Le placard j’en suis sortie à l’âge de 19 ans, le jour où j’ai couché avec Vanessa. Je réalisais alors l’un de mes désirs les plus précieux, les plus chéris. Un désir qui n’était pas celui de ma mère, de ma grand-mère, ni celui de mon père, ou du voisin, ou encore d’un pote. C’était le mien, mais ce qui était mien était bien trop haïssable pour être plus longtemps supporté. J’étais atterrée, traumatisée par le bonheur que j’avais laissé entrer dans mon marasme total. Je n’ai plus voulu revoir Vanessa et je suis retournée dans mon placard.

 C’est ainsi que j’ai commencé ma vie de « monosexuelle », c’est-à-dire que, désirant toujours les femmes, je ne couche qu’avec des hommes, toujours saoule, ravagée, parfois par envie, souvent par dépit.

 Pourtant en théorie il n’y a aucun problème, ma famille, mes amis, même certain-e-s de mes collègues sont au courant. Je n’ai jamais hésité à me fâcher avec des personnes qui trouvaient la bisexualité malsaine ou qui me hurlaient que ce qu’il me fallait c’était « une bonne grosse bite ».

 En pratique les choses se révèlent beaucoup plus délicates. Je suis incapable de rester plus de quelques minutes près d’une femme ou d’un homme qui m’attire. Trop belles, trop beaux, tou-te-s bien trop vivant-e-s pour moi. Je me donne l’insoutenable sensation d’être un affront à la vie, moi le petit tas informe et malade. Je disparais, je m’enfonce dans le sol, dans la cendre de mon placard. Alors je bois, me défonce et je baise avec n’importe quel mec qui voudra bien de moi.

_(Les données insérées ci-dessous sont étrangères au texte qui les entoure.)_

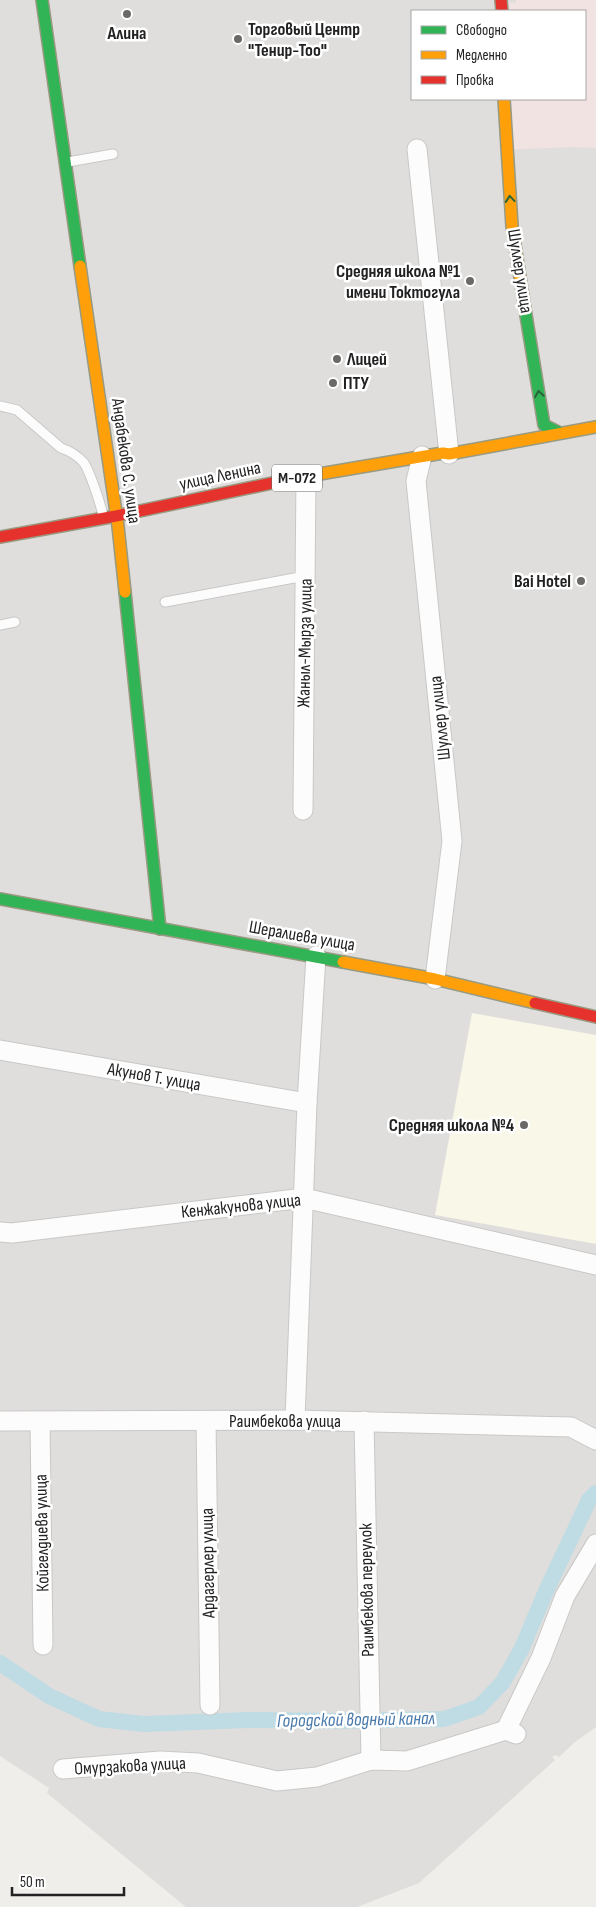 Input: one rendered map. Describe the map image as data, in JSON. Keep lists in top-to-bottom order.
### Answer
{
  "streets": {
    "street": [
      "Шуллер улица",
      "Андабекова С. улица",
      "улица Ленина",
      "М-072",
      "Жаныл-Мырза улица",
      "Шералиева улица",
      "Акунов Т. улица",
      "Кенжакунова улица",
      "Раимбекова улица",
      "Койгелдиева улица",
      "Ардагерлер улица",
      "Раимбекова переулок",
      "Омурзакова улица"
    ]
  },
  "crossings": [
    ["Шуллер улица", "улица Ленина"],
    ["Шуллер улица", "Шералиева улица"],
    ["Андабекова С. улица", "улица Ленина"],
    ["Андабекова С. улица", "Шералиева улица"],
    ["улица Ленина", "Жаныл-Мырза улица"],
    ["Раимбекова улица", "Койгелдиева улица"],
    ["Раимбекова улица", "Ардагерлер улица"],
    ["Раимбекова улица", "Раимбекова переулок"],
    ["Раимбекова переулок", "Омурзакова улица"]
  ],
  "water": ["Городской водный канал"],
  "places": [
    "Алина",
    "Торговый Центр \"Тенир-Тоо\"",
    "Средняя школа №1 имени Токтогула",
    "Лицей",
    "ПТУ",
    "Bai Hotel",
    "Средняя школа №4"
  ],
  "legend": ["Свободно", "Медленно", "Пробка"],
  "scale_bar": "50 m"
}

Je me laisse glisser dans une boue noire de défonce, de sexe, de dégoût, de black-out.

 Les trous noirs… me défonçant essentiellement aux benzodiazépines et à l’alcool, ma vie est parsemée d’oublis. Il m’est arrivé de savoir que j’avais eu des relations sexuelles avec un mec uniquement en apercevant des capotes dans la poubelle. Des nuits, voire des jours entiers lorsque je fais des surdoses, délégués au néant.

 Mais comment me soustraire à cette chaleur unique, comment et surtout pourquoi abandonner ma seule source de douceur ? Il y a quelques mois j’ai arrêté de sortir, de boire, de fumer, de baiser avec tout un chacun. Après presque 15 ans d’alcoolisme mondain et de défonce sévère j’ai soudain eu envie de longues vacances loin de contacts humains divers et malsains.

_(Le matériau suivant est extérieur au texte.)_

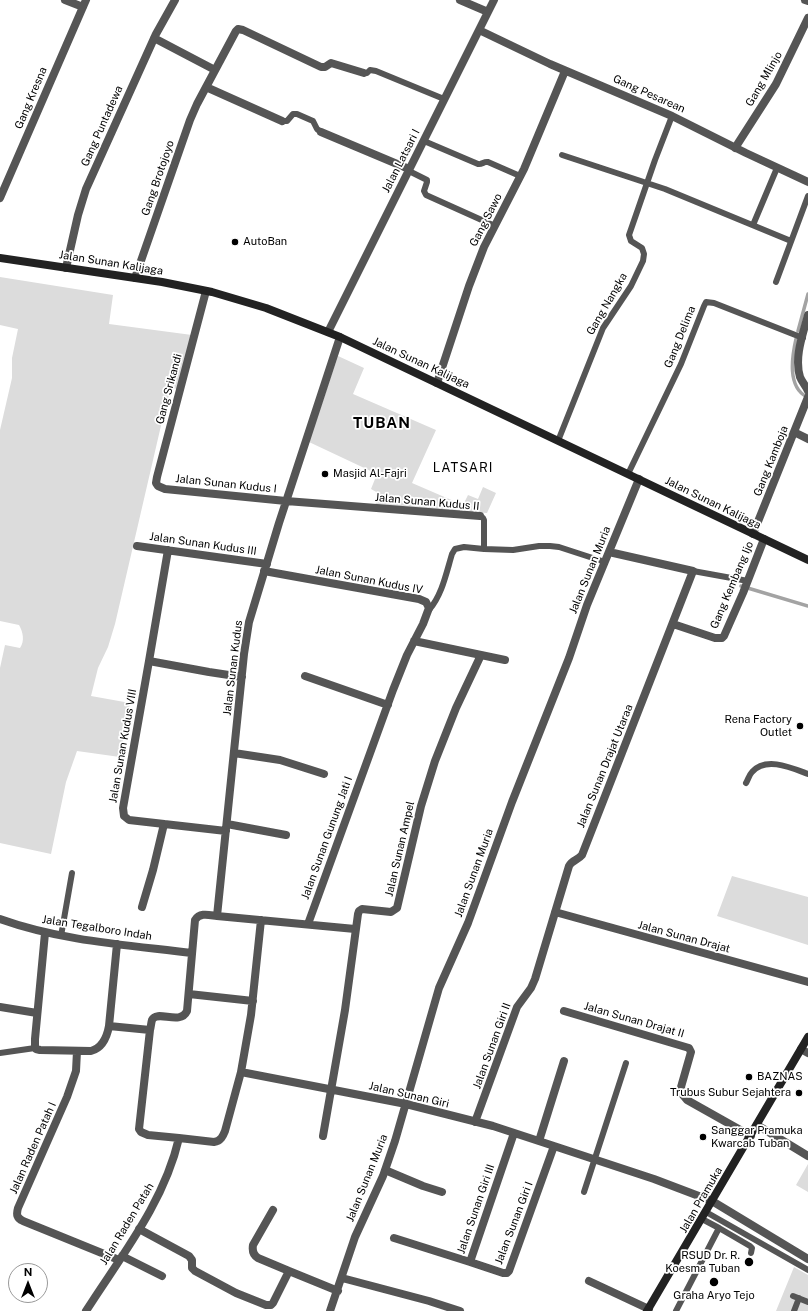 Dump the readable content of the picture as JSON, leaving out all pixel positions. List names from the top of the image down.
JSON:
{
  "streets": {
    "main road": ["Jalan Sunan Kalijaga", "Jalan Pramuka"],
    "street": [
      "Gang Mlinjo",
      "Gang Pesarean",
      "Gang Kresna",
      "Gang Puntadewa",
      "Jalan Latsari I",
      "Gang Brotojoyo",
      "Gang Sawo",
      "Gang Srikandi",
      "Gang Kamboja",
      "Jalan Sunan Kudus I",
      "Jalan Sunan Kudus II",
      "Jalan Sunan Kudus III",
      "Jalan Sunan Muria",
      "Jalan Sunan Kudus IV",
      "Gang Kembang Ijo",
      "Jalan Sunan Kudus",
      "Jalan Sunan Kudus VIII",
      "Jalan Sunan Drajat Utaraa",
      "Jalan Sunan Gunung Jati I",
      "Jalan Sunan Ampel",
      "Jalan Tegalboro Indah",
      "Jalan Sunan Drajat",
      "Jalan Sunan Drajat II",
      "Jalan Sunan Giri II",
      "Jalan Sunan Giri",
      "Jalan Raden Patah I",
      "Jalan Sunan Giri III",
      "Jalan Sunan Giri I",
      "Jalan Raden Patah"
    ],
    "lane": ["Gang Nangka", "Gang Delima"]
  },
  "crossings": [
    ["Gang Mlinjo", "Gang Pesarean"],
    ["Gang Pesarean", "Jalan Latsari I"],
    ["Gang Pesarean", "Gang Sawo"],
    ["Gang Pesarean", "Gang Nangka"],
    ["Gang Puntadewa", "Jalan Sunan Kalijaga"],
    ["Jalan Latsari I", "Jalan Sunan Kalijaga"],
    ["Gang Brotojoyo", "Jalan Sunan Kalijaga"],
    ["Gang Sawo", "Jalan Sunan Kalijaga"],
    ["Jalan Sunan Kalijaga", "Gang Nangka"],
    ["Jalan Sunan Kalijaga", "Gang Delima"],
    ["Jalan Sunan Kalijaga", "Gang Srikandi"],
    ["Jalan Sunan Kalijaga", "Gang Kamboja"],
    ["Jalan Sunan Kalijaga", "Jalan Sunan Muria"],
    ["Jalan Sunan Kalijaga", "Gang Kembang Ijo"],
    ["Jalan Sunan Kalijaga", "Jalan Sunan Kudus"],
    ["Gang Srikandi", "Jalan Sunan Kudus I"],
    ["Jalan Sunan Kudus I", "Jalan Sunan Kudus II"],
    ["Jalan Sunan Kudus I", "Jalan Sunan Kudus"],
    ["Jalan Sunan Kudus II", "Jalan Sunan Kudus"],
    ["Jalan Sunan Kudus III", "Jalan Sunan Kudus IV"],
    ["Jalan Sunan Kudus III", "Jalan Sunan Kudus"],
    ["Jalan Sunan Muria", "Jalan Sunan Giri"],
    ["Jalan Sunan Kudus IV", "Jalan Sunan Kudus"],
    ["Jalan Sunan Kudus IV", "Jalan Sunan Gunung Jati I"],
    ["Gang Kembang Ijo", "Jalan Sunan Drajat Utaraa"],
    ["Jalan Sunan Kudus", "Jalan Sunan Kudus VIII"],
    ["Jalan Sunan Drajat Utaraa", "Jalan Sunan Drajat"],
    ["Jalan Sunan Drajat Utaraa", "Jalan Sunan Giri II"],
    ["Jalan Sunan Ampel", "Jalan Sunan Giri"],
    ["Jalan Sunan Drajat", "Jalan Sunan Giri II"],
    ["Jalan Sunan Drajat II", "Jalan Pramuka"],
    ["Jalan Sunan Giri II", "Jalan Sunan Giri"],
    ["Jalan Sunan Giri", "Jalan Pramuka"],
    ["Jalan Sunan Giri", "Jalan Sunan Giri III"],
    ["Jalan Sunan Giri", "Jalan Sunan Giri I"],
    ["Jalan Raden Patah I", "Jalan Raden Patah"],
    ["Jalan Sunan Giri III", "Jalan Sunan Giri I"]
  ],
  "districts": ["TUBAN", "LATSARI"],
  "places": [
    "AutoBan",
    "Masjid Al-Fajri",
    "Rena Factory Outlet",
    "BAZNAS",
    "Trubus Subur Sejahtera",
    "Sanggar Pramuka Kwarcab Tuban",
    "RSUD Dr. R. Koesma Tuban",
    "Graha Aryo Tejo"
  ],
  "north": "top"
}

 La seule chose dont je ne me suis pas passée, ce sont les benzo. Certes, je ne profite plus des ordonnances de la mère d’une amie qui, elle, s’en est sortie. Je ne fouille plus de fond en comble les salles de bain d’ami-e-s ou d’inconnu-e-s dans l’idée de voler quelques comprimés magiques. Je ne mens plus aux médecins. Enfin presque… Je ne me sens pas encore capable de dire à mon psychiatre « ça suffit, j’arrête l’Havlane ». Je me trouve toujours une excuse pour lui en redemander : mes insomnies, mes cauchemars. J’attends le week-end patiemment puis je m’en colle deux ou trois dans la tête… Et enfin le plaisir, le seul, puisque je ne m’en permets pas de plus jolis aux côtés de la femme ou de l’homme que je pourrais approcher, aimer…

 Pourtant, par vanité ou par entêtement, je refuse que mon dernier rapport au monde soit une poignée de comprimés, j’espère encore, j’ai une énergie souterraine, implacable, je suis vivante.

Maïlys F.

Illu - LA TETE DANS LE PLACARD

Illustration par YLY TA.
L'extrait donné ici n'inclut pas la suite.